[Raw data — start]

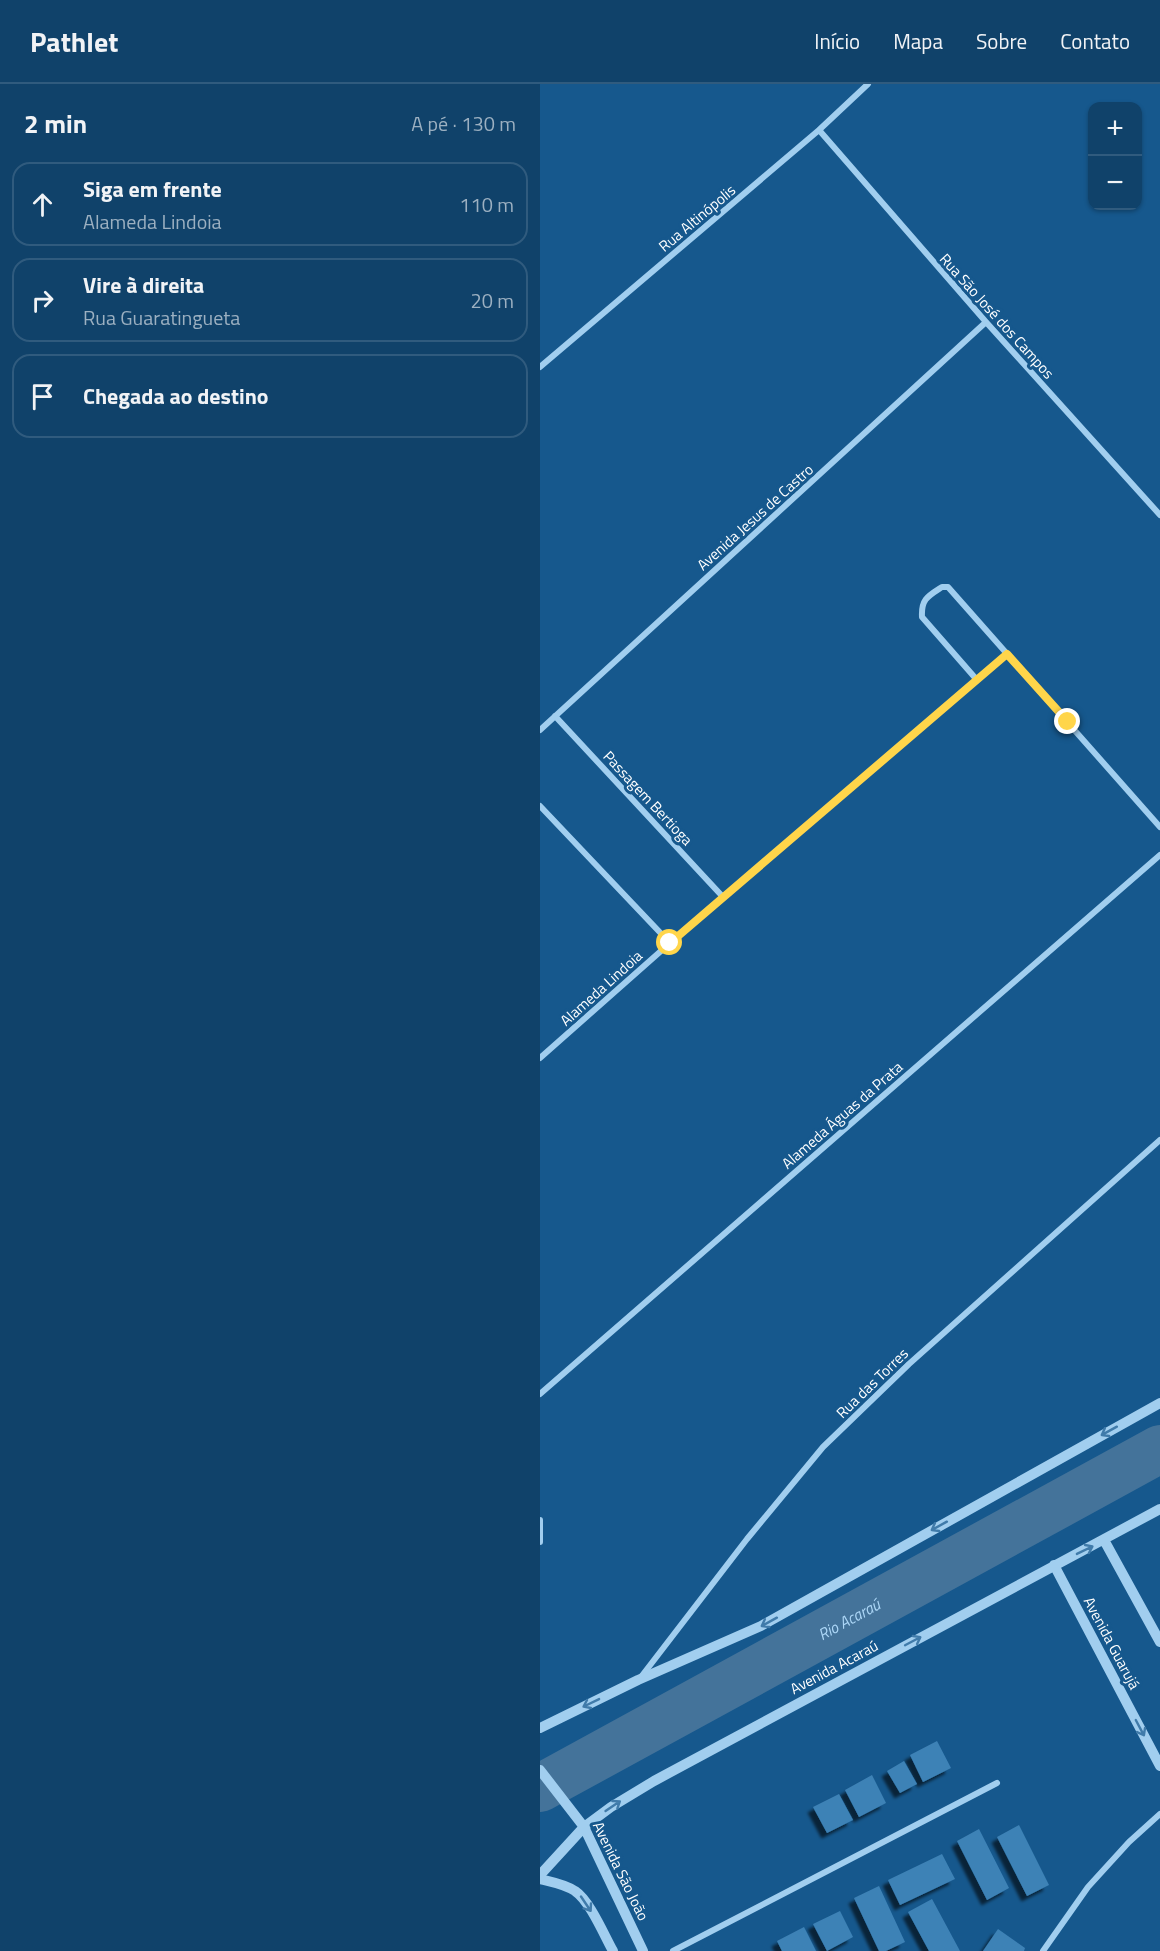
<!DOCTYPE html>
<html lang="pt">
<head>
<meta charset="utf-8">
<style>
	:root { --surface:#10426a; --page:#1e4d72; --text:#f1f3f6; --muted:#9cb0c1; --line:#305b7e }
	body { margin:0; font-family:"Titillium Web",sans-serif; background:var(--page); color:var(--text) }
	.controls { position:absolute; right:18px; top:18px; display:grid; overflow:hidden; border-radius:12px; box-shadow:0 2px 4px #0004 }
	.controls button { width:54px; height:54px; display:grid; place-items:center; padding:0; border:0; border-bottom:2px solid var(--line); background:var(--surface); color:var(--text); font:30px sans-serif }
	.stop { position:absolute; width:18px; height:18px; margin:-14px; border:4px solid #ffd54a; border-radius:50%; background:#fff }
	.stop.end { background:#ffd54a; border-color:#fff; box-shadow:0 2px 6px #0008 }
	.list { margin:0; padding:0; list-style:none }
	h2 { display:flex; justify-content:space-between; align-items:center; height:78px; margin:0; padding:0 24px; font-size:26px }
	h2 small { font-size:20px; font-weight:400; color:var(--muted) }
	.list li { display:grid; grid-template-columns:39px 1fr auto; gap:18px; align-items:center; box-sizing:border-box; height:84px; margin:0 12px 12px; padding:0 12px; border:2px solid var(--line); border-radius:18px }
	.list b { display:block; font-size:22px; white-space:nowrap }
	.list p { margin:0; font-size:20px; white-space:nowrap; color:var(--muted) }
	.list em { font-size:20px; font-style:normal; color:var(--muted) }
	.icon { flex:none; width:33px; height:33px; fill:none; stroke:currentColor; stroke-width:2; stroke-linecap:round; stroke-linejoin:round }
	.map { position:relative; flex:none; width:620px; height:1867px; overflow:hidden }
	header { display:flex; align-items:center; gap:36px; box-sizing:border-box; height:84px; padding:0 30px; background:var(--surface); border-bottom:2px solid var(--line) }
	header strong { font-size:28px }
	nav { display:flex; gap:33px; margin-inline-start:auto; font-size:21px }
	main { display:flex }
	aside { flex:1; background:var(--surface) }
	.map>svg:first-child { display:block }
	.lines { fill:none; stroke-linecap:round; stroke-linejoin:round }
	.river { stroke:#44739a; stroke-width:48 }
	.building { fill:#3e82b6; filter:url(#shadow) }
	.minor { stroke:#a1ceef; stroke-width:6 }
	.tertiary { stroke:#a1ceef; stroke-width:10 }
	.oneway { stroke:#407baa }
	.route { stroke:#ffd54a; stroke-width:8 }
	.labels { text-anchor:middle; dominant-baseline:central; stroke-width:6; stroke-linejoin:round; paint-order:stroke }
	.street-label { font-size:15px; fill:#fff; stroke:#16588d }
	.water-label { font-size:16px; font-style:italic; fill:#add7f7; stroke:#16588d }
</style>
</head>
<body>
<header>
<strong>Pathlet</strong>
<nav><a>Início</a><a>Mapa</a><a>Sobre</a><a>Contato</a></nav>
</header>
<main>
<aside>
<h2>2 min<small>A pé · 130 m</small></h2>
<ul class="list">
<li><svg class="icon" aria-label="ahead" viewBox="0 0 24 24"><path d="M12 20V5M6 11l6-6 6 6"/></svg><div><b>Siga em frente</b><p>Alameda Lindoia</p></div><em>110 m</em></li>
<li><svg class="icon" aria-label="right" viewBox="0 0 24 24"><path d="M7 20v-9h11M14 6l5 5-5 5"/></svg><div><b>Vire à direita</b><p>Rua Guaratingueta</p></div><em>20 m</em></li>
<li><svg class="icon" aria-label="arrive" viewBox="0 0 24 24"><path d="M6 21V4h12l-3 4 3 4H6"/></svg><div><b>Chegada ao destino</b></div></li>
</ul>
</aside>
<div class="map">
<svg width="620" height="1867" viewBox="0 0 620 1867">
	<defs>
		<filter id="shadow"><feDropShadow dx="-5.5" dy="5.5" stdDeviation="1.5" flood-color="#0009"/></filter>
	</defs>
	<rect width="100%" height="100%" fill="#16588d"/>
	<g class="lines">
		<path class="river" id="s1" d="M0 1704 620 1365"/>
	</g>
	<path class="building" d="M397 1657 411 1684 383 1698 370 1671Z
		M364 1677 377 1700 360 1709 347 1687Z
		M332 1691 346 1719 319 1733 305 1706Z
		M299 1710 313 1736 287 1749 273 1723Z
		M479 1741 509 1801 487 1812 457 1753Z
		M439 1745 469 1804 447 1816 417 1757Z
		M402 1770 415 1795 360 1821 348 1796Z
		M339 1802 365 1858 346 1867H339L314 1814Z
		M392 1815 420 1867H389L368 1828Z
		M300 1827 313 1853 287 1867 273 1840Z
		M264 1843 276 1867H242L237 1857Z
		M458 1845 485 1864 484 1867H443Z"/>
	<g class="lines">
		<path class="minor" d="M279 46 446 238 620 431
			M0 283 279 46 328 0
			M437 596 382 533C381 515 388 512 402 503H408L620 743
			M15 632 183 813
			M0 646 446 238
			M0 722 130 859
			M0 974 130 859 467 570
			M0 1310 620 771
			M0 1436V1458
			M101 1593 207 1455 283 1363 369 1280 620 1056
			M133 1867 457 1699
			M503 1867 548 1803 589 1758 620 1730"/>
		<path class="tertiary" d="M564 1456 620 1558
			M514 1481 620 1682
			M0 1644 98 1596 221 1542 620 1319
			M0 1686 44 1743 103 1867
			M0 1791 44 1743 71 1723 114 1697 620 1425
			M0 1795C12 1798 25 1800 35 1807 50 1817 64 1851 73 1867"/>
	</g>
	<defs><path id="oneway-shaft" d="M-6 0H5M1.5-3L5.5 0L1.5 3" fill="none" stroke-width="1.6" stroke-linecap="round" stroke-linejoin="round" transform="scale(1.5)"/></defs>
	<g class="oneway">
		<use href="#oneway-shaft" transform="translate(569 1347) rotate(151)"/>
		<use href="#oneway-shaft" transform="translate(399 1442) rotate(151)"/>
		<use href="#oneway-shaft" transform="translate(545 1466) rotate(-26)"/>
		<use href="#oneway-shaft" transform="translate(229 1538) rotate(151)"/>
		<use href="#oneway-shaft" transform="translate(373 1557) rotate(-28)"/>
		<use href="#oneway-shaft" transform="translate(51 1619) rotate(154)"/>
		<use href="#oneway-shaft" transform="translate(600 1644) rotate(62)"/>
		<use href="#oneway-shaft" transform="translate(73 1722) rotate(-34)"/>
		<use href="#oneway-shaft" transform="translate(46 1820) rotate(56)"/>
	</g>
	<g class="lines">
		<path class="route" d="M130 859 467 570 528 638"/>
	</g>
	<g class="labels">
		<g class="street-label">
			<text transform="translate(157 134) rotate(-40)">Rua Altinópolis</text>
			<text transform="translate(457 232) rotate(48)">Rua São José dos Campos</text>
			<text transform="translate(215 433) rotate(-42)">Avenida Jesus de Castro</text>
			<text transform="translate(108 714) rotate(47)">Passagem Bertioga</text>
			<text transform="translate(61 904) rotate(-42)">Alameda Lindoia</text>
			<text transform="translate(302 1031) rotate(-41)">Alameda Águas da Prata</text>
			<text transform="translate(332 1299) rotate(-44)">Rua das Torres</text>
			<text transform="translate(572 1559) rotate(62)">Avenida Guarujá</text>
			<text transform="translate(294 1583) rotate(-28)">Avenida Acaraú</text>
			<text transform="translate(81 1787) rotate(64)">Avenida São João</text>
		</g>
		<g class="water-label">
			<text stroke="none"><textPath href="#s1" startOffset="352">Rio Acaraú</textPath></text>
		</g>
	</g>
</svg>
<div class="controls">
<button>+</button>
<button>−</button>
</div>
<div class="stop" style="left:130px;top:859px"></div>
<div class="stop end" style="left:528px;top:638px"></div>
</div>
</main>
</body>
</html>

[Raw data — finish]

• [Exercise requirements]: For the records above, state how many lines include the string "white", giving the number and nothing else.

• [Response]: 2